Its drooping clusters of bright fragrant yellow flowers with five petals and characteristic cylindrical fruits, the Amaltas is known by so many names — Indian Laburnum, Golden Shower, Purging Fistula, Pudding-pipe tree, Girmala, Rajbrikh, Alash, Kiar, Kirwara, Ali — showing us how common and loved it is. It is both the national tree and the national flower of Thailand and is also the state flower of Kerala.

The Amaltas ( Cassia fistula linn ), native to South-East Asia is one of the most widespread trees in India and South-East Asia, with their presence both in cities as well as in moist and dry forests. The tree is mostly known to be ornamental and few know of its benefits as a medicinal plant, and one that’s loved by some mammals, bees, and butterflies (it plays host to the Lemon Emigrant).

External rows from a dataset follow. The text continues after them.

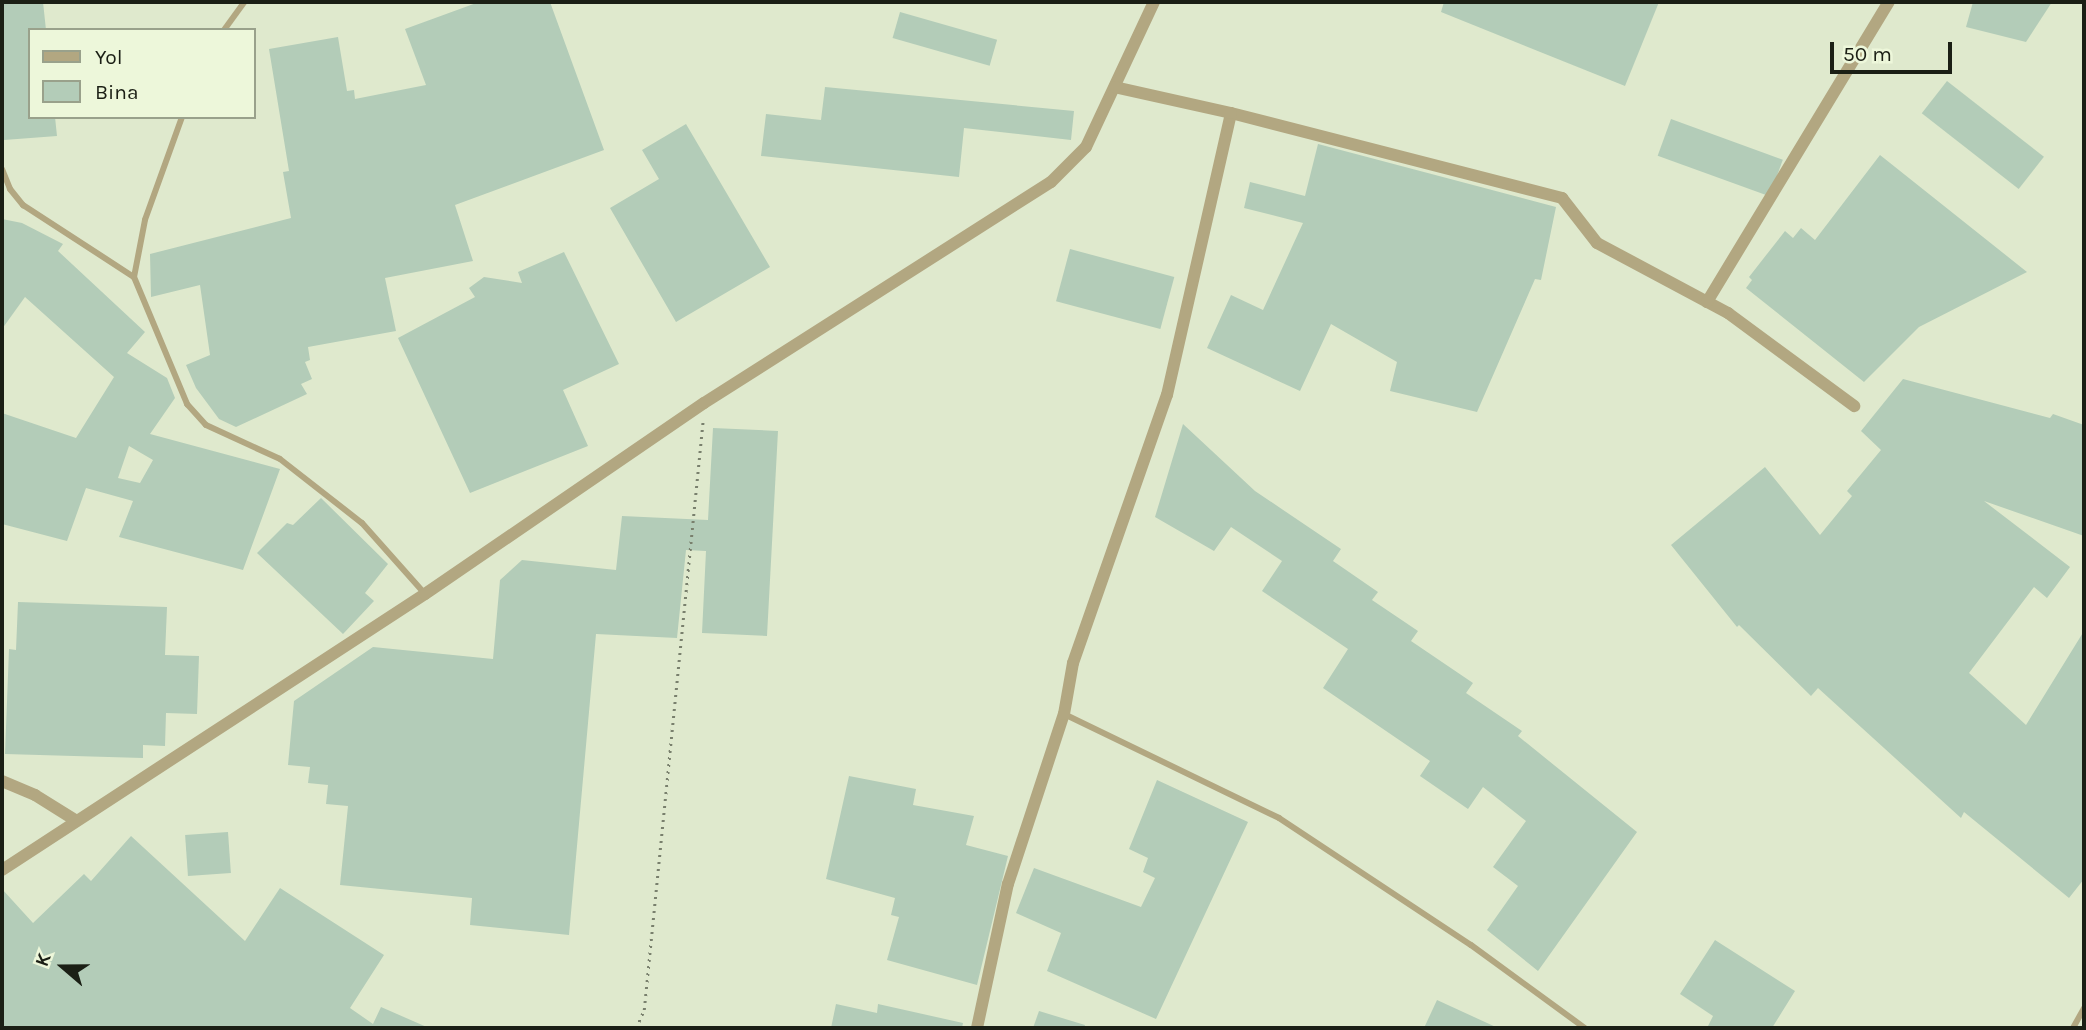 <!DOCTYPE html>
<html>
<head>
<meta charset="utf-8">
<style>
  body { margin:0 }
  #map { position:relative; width:2086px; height:1030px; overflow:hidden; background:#dfe9cd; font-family:Karla,sans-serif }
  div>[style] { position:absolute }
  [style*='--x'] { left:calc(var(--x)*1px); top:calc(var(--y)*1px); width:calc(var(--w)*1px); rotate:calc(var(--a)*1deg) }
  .building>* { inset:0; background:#b3ccb8; transform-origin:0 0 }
  .path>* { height:2.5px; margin-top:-1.25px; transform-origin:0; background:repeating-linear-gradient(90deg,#79806d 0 2px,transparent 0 7px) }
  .lane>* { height:6px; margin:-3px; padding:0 3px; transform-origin:3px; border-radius:3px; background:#b2a781 }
  .street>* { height:12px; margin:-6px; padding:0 6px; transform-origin:6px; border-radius:6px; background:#b2a781 }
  span { translate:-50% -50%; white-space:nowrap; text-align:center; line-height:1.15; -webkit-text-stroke:7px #edf7da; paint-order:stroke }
  .frame { position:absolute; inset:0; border:4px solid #1b1f15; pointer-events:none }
  .legend { position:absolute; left:28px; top:28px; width:228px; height:91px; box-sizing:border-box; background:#edf7da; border:2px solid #99a18b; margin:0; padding:9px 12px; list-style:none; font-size:21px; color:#1b1f15 }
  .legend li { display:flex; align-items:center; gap:14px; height:35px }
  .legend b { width:35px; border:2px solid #99a18b }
  .north { position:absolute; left:28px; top:932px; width:70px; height:70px; -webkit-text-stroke:5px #edf7da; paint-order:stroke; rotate:290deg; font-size:19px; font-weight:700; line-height:28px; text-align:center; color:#1b1f15 }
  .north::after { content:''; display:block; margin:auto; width:24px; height:32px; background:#1b1f15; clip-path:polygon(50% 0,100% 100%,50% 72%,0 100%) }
  .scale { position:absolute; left:1830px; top:42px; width:122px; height:32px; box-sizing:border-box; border:4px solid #1b1f15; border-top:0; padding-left:9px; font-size:21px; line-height:24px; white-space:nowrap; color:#1b1f15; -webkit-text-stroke:5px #edf7da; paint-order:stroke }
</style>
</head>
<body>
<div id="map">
  <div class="building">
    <i style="clip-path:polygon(2px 2px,43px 2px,46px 30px,30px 30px,30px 117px,55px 117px,57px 136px,4px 140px)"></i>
    <i style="clip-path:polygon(479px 2px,550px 2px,604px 150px,455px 205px,473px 261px,385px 278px,396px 331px,308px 347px,310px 360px,305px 362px,312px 379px,301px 384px,307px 394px,236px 427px,219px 419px,196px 388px,186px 365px,210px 355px,200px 285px,151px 297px,150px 254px,291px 218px,283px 172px,289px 171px,269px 49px,338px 37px,347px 91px,354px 90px,355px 99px,426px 85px,405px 29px)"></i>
    <i style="clip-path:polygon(1444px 2px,1659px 2px,1625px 86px,1441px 12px)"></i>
    <i style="clip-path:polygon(1973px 2px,2052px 2px,2026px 42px,1966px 27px)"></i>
    <i style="left:900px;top:12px;width:101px;height:27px;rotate:16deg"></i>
    <i style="left:1947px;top:81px;width:123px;height:41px;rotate:38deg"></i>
    <i style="clip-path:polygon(825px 87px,1074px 111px,1071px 140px,964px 128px,959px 177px,761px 156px,766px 114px,821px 120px)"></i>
    <i style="left:1671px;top:119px;width:119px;height:39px;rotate:20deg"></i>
    <i style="clip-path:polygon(686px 124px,770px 267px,676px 322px,610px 208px,659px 179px,642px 150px)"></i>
    <i style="clip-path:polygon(1318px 144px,1556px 207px,1541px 280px,1535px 279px,1477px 412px,1390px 391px,1397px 362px,1331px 324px,1300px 391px,1207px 348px,1231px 295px,1263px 310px,1303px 223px,1244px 208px,1250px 182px,1305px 196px)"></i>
    <i style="clip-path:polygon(1880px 155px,2027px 272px,1919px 327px,1864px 382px,1746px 288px,1752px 280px,1749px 277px,1785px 231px,1793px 238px,1801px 228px,1815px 240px)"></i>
    <i style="clip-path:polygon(evenodd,2px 219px,22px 223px,63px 244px,58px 251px,145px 332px,127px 353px,167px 378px,175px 398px,150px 434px,280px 469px,243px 570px,119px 537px,133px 501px,86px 488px,67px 541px,2px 524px,2px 413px,76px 438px,114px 377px,25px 297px,2px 329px,2px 219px,129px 446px,153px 460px,140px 483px,118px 478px,129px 446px)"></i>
    <i style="left:1070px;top:249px;width:108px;height:54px;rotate:15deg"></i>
    <i style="clip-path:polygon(564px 252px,619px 364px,563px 390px,588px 446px,470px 493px,398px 338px,475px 297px,469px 288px,484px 277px,522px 283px,518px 272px)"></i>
    <i style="clip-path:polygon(1903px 379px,2050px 418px,2053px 414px,2084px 425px,2084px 536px,1984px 501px,2070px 567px,2047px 598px,2034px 587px,1969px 673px,2026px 725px,2084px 631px,2084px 879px,2069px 898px,1964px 812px,1961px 818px,1818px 688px,1811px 696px,1739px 625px,1737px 627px,1671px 545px,1765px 467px,1820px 535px,1852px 496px,1847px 491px,1881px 450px,1861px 431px)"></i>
    <i style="clip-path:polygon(1183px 424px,1255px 491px,1341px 549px,1333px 561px,1378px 592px,1372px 600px,1418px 631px,1411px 641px,1473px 683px,1466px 693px,1522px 731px,1518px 736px,1637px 832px,1538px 971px,1487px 930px,1518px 886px,1493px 867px,1526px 821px,1483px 787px,1468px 809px,1420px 776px,1430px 761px,1323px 688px,1348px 649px,1262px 591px,1282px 561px,1231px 527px,1214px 551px,1155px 517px)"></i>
    <i style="clip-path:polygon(713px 428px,778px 431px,767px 636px,702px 633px,706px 551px,686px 550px,677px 638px,596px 634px,569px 935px,470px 925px,472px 898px,340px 885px,348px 806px,326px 804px,328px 785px,308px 783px,310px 767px,288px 765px,294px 701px,373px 647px,493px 659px,500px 580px,522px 560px,616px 570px,622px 516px,708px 520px)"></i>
    <i style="clip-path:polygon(321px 498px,388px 564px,365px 593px,374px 601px,343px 634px,257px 553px,287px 523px,293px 525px)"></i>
    <i style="clip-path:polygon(18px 602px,167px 607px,165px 655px,199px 656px,197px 714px,166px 713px,165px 746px,143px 745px,143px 758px,5px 754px,9px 649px,16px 650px)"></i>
    <i style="clip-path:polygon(849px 776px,916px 789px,913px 805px,974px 816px,966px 845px,1008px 856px,977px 985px,887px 960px,899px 917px,891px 915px,895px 898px,826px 879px)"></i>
    <i style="clip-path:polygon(1157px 780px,1248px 822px,1156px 1019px,1047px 971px,1061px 933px,1016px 913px,1034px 868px,1141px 907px,1155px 878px,1143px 872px,1148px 858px,1129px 849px)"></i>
    <i style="left:228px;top:832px;width:41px;height:43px;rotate:86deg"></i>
    <i style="clip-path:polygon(131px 836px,245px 941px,280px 888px,384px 955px,350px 1008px,373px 1024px,381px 1007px,429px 1028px,2px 1028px,2px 889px,33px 923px,84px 874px,91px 881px)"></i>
    <i style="clip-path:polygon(1715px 940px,1795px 991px,1772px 1028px,1707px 1028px,1713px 1016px,1680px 994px)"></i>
    <i style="clip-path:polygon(1437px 1000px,1498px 1028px,1424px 1028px)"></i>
    <i style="clip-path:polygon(836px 1004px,877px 1013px,878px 1004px,963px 1023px,962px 1028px,831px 1028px)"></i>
    <i style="clip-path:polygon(1039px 1011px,1085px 1025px,1084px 1028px,1033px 1028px)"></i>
  </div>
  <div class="path">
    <i style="--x:636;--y:1028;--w:20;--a:-66"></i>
    <i style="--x:644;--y:1010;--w:593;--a:-84.29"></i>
  </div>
  <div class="lane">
    <i style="--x:224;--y:30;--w:34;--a:-54"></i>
    <i style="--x:182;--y:117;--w:109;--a:109.8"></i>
    <i style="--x:145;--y:220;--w:58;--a:100.9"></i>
    <i style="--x:134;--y:277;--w:138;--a:67.3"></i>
    <i style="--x:187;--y:404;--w:28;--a:48"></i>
    <i style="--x:206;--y:425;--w:81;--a:24.7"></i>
    <i style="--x:280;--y:459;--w:104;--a:38"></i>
    <i style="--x:362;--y:523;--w:95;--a:48.4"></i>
    <i style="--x:2;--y:169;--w:22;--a:68"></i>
    <i style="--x:10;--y:189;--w:21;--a:51"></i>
    <i style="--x:23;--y:205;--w:132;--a:33"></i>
    <i style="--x:1064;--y:714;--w:239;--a:25.8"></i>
    <i style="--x:1279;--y:818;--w:230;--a:33.5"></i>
    <i style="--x:1471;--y:945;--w:141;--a:36.1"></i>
    <i style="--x:2073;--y:1028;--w:23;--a:-61"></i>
  </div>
  <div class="street">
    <i style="--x:1231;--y:113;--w:342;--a:14.4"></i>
    <i style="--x:1562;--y:198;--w:57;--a:52.1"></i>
    <i style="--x:1597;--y:243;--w:149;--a:28.1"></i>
    <i style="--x:1728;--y:313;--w:157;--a:36.4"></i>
    <i style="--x:1707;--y:302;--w:351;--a:-58.8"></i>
    <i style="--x:2;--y:781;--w:36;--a:23"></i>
    <i style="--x:35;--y:795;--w:47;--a:32"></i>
    <i style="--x:2;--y:870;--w:505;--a:-33.12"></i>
    <i style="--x:425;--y:594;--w:338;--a:-34.4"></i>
    <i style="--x:704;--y:403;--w:411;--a:-32.5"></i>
    <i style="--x:1051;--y:182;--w:49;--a:-45"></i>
    <i style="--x:1086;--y:147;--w:160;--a:-64.9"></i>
    <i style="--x:977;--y:1028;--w:147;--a:-77.9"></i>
    <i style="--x:1008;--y:884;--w:179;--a:-71.8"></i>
    <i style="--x:1064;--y:714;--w:52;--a:-80"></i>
    <i style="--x:1073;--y:663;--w:284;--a:-70.7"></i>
    <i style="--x:1167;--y:395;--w:289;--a:-77.2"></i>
    <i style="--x:1231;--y:113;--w:119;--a:-167.4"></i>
  </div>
  <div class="frame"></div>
  <ul class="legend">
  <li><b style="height:9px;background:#b2a781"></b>Yol</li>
  <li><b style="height:19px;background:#b3ccb8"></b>Bina</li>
  </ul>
  <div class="north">K</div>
  <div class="scale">50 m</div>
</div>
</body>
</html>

This middle-sized deciduous tree is leafless only for a brief time, between March and May. The new leaves are glossy, a trait that they lose on maturing, and are mostly bright green, though sometimes a rich copper too. It flowers from April to June, partly alongside the emergence of new leaves, but it’s not uncommon to find the Amaltas in flower as late as September.

The bark is yellowish at first, slowly coarsens with age and turning dark grey. The naturalist in me made me open one of the seed pods that ripen in April, only to discover the seeds in small compartments surrounded by a strong-smelling pulp, which was sweet to taste.

Considering the fruit’s hard exterior (someone jokingly threw it at me once!) what bewildered me, when I was a young naturalist, was how the seeds were dispersed. The answer came much later, when I read British forestry expert Robert Scott Troup’s book Silviculture of Indian Trees (published in 1921). He had carried out an interesting experiment in 1911, around pollination of the Amaltas and jackals in the vicinity. He merely collected ripe fruit pods from the tree and placed them at a plot picked randomly. These were discovered by a pack of jackals a week later, who were found trying to get to the sweet pulp inside the pod.

With the natural reproduction of the tree being somewhat of a mystery, Troup went to the length of stating that “the reproduction of Amaltas is effected mainly, and perhaps entirely, through the agency of animals like monkeys, jackals, bears, pigs and a few others, that break open the pods to eat the pulp and thus scatter the seeds or swallow them and disseminate them via their excreta.”

Troup worked at what was then the Imperial Forest Research Institute and College at Dehradun ( now Forest Research Institute, Dehradun). Later in 1920, he returned to England to join the University of Oxford as the Chair of Forestry. His book, in three volumes, containing detailed silviculture accounts of several important trees of the Indian Subcontinent.

Considering the dearth of jackals in the city, I have only observed Neelgais feeding on the leaves of the tree, but not the fruit. I’ve observed several specimens of this tree (Aravalli Biodiversity Park, Vasant Kunj) with chew and nibble marks around the lower end of the bark near the roots, suggesting porcupine presence. The bark is used to make dye and the pulp in the fruit pod also serves as a strong purgative agent, which also helps animals that feed on it. A medicinal preparation with the roots of the tree is used to cure leprosy and skin diseases and the leaves are used to get rid ulcers, in traditional medicine.

Many years ago, when I had spoken to villagers on the outskirts of Delhi, they told me that they place these seedpods in the house to keep bedbugs and insects at bay, though we have no scientific evidence of this.

The writer is the founder of NINOX - Owl About Nature, a nature-awareness initiative. He is the Delhi-NCR reviewer for Ebird, a Cornell University initiative, monitoring rare sightings of birds. He formerly led a programme of WWF India.